Eastern Newt

2016 September 24

On May 8, 2016, Sandy and the girls went back to the swamp in the woods to see what they could catch. They caught this:


It’s an Eastern Newt[1], Notophthalmus viridescens. This one also has a “friend”, I think that’s a mayfly nymph on its head. Newts eat insects (among other small creatures), so this may be more a case of the nymph hiding in the one place where the newt can’t get at it to eat it. The old problem of once you start riding a tiger, how do you get off?


The tail is pretty torn up, suggesting that a newt’s life is not an easy one. Either the tail snagged on something, or it has survived at least one predator attack.


Eastern Newts actually live quite a long time (12-15 years!), and are sometimes kept as pets. Their basic lifecycle alternates between water and land. The eggs hatch in water, producing a gilled salamander stage. Once this reaches its full size, it transforms into the “red eft” stage, which live on land instead of in the water. The eft then wanders for a couple of years, allowing the newts to spread from pond to pond. The efts secrete toxins from their skins, kind of like toads do, and their red color is a warning of their toxicity. Then, when an eft is ready to mature, it goes through the final transformation into the aquatic breeding stage, moving into an appropriate pond where it will probably spend the rest of its life. I haven’t seen an eft yet, but since we have just confirmed the presence of the breeding adults, the efts are clearly around somewhere, so one is bound to turn up eventually.

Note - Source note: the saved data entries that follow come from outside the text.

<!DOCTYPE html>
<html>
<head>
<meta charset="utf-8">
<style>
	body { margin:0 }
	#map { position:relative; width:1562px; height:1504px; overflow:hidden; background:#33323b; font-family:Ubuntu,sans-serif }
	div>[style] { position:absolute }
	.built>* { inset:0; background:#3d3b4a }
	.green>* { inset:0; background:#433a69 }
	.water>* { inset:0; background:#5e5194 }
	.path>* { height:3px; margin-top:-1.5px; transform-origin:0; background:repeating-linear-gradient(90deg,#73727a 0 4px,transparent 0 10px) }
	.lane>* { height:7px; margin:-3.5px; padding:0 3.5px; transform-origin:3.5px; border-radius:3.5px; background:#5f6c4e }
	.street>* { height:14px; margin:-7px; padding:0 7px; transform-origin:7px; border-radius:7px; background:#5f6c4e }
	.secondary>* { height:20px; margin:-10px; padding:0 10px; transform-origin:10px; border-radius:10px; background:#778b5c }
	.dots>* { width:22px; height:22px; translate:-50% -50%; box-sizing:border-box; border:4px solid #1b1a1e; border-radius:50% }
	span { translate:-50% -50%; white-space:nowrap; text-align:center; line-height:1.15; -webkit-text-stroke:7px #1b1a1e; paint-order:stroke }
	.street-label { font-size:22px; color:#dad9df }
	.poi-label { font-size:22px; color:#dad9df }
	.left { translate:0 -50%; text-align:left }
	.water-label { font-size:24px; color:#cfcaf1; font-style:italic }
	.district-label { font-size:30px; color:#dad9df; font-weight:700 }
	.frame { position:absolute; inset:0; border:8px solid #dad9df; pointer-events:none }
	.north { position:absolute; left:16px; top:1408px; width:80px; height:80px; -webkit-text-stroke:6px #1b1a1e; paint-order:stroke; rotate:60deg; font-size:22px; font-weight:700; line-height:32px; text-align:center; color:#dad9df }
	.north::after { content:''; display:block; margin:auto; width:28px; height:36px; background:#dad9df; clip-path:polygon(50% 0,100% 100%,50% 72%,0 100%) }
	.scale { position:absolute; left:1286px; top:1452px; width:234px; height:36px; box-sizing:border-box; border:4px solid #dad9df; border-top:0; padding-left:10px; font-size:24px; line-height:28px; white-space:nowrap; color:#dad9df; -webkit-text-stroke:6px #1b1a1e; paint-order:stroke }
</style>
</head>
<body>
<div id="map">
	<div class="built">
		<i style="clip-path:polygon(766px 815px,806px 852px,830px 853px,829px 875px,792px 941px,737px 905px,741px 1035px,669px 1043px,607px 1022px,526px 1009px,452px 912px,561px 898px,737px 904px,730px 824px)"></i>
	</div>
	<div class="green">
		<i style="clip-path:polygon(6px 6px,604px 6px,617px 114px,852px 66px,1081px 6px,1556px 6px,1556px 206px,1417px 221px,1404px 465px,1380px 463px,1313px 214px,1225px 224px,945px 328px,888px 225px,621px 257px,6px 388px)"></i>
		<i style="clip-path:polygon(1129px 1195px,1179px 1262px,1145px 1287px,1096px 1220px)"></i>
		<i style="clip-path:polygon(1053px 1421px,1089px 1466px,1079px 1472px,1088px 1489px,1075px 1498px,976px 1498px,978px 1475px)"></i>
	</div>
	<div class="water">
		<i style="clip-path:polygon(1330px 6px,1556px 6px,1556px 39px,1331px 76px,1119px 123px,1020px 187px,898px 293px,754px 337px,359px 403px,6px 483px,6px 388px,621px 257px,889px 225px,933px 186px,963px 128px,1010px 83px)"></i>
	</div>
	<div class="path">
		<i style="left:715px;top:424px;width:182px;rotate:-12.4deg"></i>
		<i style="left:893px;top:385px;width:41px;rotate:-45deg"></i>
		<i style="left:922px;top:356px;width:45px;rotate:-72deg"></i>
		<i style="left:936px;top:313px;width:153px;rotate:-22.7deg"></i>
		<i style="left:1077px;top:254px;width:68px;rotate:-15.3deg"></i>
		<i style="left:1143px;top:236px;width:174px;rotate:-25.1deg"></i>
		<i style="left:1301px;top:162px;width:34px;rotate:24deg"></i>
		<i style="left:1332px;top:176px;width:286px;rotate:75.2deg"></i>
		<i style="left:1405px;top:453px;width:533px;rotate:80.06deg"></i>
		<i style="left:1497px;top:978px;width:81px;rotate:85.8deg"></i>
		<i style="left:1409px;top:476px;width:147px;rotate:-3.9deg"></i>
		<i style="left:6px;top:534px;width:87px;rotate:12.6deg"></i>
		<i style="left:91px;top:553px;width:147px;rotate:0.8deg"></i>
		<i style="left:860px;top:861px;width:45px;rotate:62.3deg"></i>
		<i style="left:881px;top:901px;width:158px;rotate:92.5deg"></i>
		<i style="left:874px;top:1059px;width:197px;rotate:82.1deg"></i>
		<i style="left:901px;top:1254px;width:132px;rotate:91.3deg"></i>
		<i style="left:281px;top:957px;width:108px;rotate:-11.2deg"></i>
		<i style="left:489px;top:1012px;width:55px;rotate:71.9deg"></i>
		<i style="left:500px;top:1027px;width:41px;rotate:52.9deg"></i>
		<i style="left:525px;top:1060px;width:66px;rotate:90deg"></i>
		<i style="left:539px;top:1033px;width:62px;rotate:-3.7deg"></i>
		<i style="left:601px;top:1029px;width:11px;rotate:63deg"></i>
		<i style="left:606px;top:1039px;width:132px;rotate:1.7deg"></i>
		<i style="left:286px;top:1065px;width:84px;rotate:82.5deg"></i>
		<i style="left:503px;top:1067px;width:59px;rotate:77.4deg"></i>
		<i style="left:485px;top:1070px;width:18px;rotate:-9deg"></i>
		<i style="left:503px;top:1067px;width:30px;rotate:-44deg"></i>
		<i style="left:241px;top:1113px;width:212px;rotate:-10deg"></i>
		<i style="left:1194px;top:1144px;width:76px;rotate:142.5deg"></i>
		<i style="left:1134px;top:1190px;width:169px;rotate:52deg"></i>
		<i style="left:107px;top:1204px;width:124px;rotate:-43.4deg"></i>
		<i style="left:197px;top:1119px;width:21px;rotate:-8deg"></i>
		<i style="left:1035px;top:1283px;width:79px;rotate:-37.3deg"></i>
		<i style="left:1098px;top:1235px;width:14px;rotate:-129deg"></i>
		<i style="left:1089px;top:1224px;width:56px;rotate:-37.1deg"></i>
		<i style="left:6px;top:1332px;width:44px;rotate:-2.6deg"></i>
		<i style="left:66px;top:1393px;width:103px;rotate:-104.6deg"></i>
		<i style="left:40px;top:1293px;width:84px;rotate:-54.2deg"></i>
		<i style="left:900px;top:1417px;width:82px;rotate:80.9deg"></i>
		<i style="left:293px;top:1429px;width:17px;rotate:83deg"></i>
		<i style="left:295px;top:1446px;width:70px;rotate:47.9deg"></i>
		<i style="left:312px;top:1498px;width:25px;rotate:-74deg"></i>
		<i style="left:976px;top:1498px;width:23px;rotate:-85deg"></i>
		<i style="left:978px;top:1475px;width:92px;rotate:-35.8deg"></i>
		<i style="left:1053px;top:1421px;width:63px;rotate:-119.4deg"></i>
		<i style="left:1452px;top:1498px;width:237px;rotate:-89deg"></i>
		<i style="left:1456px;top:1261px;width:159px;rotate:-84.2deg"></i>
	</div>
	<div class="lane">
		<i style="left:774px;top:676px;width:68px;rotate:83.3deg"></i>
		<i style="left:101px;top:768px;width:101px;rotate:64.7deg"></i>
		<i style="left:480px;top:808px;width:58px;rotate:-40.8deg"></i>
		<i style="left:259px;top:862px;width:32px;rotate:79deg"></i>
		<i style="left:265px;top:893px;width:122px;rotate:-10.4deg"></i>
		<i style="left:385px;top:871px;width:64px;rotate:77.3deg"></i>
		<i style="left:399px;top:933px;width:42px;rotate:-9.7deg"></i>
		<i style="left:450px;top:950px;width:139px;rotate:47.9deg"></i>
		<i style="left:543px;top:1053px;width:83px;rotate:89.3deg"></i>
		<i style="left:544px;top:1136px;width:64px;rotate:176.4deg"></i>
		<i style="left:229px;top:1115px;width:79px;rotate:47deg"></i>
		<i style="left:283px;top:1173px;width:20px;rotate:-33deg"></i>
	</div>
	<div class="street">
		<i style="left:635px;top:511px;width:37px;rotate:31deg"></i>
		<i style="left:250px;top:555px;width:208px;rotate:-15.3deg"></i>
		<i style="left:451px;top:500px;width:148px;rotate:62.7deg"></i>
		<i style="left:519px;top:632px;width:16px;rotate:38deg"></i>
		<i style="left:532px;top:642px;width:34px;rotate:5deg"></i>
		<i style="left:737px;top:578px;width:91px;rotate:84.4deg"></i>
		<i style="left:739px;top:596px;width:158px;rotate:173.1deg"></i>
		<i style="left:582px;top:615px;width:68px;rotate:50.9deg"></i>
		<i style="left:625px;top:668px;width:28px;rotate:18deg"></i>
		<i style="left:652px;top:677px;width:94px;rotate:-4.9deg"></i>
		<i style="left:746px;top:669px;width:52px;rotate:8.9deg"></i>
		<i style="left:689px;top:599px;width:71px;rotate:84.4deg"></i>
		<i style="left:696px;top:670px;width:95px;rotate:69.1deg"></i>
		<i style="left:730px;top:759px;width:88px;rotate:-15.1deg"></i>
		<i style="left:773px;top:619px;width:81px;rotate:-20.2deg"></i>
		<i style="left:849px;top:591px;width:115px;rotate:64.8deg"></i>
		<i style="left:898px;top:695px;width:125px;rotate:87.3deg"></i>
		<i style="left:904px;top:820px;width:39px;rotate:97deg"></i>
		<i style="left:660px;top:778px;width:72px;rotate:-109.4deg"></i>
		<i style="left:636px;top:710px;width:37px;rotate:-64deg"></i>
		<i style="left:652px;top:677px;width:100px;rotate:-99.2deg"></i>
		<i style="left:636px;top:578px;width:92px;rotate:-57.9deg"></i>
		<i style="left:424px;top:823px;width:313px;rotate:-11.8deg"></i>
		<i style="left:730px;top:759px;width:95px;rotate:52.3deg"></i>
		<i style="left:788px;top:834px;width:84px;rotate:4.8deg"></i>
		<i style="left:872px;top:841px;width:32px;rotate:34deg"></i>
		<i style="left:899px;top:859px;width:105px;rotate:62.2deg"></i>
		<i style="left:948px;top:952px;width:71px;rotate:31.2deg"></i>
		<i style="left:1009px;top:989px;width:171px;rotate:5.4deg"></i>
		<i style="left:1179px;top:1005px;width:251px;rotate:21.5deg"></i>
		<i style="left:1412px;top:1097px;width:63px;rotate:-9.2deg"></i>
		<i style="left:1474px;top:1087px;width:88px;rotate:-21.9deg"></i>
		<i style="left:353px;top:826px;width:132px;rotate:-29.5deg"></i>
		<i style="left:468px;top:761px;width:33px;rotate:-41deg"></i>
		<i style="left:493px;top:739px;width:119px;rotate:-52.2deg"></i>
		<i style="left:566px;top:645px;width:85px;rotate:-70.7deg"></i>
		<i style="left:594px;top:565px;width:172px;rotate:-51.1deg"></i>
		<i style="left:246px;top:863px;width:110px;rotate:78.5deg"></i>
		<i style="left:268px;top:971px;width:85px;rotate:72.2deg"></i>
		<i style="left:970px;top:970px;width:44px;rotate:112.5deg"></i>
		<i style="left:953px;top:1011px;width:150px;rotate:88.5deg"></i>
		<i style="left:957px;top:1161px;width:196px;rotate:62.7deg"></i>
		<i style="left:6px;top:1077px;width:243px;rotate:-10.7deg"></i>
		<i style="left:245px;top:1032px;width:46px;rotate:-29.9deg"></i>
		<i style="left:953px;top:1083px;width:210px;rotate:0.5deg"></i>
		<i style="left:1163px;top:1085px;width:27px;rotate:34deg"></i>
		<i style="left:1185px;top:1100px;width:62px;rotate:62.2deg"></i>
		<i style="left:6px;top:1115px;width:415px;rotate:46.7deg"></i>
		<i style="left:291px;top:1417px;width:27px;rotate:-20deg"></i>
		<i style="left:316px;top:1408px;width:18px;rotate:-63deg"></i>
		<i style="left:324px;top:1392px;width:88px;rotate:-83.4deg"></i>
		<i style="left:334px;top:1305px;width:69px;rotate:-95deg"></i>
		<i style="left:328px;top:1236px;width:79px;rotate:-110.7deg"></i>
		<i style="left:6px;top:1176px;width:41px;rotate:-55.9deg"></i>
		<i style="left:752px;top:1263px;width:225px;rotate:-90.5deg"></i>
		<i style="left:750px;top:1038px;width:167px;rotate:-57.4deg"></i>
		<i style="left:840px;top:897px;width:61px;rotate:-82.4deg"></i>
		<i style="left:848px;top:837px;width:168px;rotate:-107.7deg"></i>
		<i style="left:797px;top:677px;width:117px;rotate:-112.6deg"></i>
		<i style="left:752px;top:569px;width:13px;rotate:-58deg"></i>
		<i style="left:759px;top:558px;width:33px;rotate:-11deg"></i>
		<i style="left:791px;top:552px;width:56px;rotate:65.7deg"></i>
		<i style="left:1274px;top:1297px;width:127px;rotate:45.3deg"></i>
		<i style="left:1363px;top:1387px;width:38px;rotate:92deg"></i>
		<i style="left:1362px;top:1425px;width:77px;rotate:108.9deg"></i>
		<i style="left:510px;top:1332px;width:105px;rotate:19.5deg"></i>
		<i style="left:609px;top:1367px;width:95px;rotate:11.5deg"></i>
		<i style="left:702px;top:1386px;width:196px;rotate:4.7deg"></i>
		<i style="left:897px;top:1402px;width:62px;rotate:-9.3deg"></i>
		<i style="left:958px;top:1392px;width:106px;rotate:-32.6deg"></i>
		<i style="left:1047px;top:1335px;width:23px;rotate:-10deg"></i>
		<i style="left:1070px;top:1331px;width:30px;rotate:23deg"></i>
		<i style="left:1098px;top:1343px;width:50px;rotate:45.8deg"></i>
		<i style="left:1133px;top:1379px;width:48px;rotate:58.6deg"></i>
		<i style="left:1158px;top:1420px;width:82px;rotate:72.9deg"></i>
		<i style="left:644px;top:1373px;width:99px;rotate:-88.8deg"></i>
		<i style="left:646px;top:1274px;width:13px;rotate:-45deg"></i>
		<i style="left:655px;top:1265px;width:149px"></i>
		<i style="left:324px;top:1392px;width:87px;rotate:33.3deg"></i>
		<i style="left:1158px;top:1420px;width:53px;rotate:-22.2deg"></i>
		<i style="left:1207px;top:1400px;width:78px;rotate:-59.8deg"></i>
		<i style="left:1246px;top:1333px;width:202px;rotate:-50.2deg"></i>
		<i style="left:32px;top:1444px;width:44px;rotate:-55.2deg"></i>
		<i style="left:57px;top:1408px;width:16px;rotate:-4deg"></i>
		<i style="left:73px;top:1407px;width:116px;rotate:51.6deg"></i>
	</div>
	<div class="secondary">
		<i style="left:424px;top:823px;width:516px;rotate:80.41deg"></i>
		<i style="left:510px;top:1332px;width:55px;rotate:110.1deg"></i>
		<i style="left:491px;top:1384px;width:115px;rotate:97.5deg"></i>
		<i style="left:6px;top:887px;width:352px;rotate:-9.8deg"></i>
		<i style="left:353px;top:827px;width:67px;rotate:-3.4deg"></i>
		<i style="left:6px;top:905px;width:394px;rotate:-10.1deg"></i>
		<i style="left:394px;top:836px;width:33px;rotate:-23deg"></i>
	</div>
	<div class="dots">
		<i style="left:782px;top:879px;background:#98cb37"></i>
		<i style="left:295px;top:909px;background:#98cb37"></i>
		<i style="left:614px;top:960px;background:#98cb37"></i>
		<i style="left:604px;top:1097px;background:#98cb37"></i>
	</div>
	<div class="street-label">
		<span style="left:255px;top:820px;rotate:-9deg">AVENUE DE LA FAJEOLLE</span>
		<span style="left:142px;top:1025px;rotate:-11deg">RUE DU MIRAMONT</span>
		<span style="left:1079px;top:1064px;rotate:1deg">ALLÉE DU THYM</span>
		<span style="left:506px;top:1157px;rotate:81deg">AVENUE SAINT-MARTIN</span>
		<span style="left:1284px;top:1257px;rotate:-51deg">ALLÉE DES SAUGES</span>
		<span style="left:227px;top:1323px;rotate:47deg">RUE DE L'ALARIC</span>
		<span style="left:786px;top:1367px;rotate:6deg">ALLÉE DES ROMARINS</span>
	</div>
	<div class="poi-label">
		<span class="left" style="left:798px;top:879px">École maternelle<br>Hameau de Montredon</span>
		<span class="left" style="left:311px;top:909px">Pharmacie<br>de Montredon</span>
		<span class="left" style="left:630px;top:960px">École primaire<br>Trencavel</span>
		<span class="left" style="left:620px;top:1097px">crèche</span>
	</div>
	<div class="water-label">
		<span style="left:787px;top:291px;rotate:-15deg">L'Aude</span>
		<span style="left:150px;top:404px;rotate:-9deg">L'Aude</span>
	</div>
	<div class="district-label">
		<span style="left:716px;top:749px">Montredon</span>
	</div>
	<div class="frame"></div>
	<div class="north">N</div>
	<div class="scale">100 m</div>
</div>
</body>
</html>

[1] Of course, I can’t think of newts without remembering this

3 Responses
  1. September 24, 2016

    When I think of newt, I think of the scene from Aliens.
    “Newt. That’s a nice name. ”

    That’s quite a life cycle. Newts should be used more often than frogs as examples of physiological metamorphosis.

  2. September 25, 2016

    I misread it as “grilled salamander” and wondered how it tasted.

  3. September 26, 2016

    Given that they are toxic, grilled newt probably tastes terrible. And may even be hallucinogenic, like toads.

    See Salamander Brandy, for example. Although, from the last reference on that article, it sounds like this may not actually work, and might be another one of those fake folk legends.

    Also, it isn’t just newts: “Although salamanders appear to be relatively inoffensive creatures, all species are poisonous.”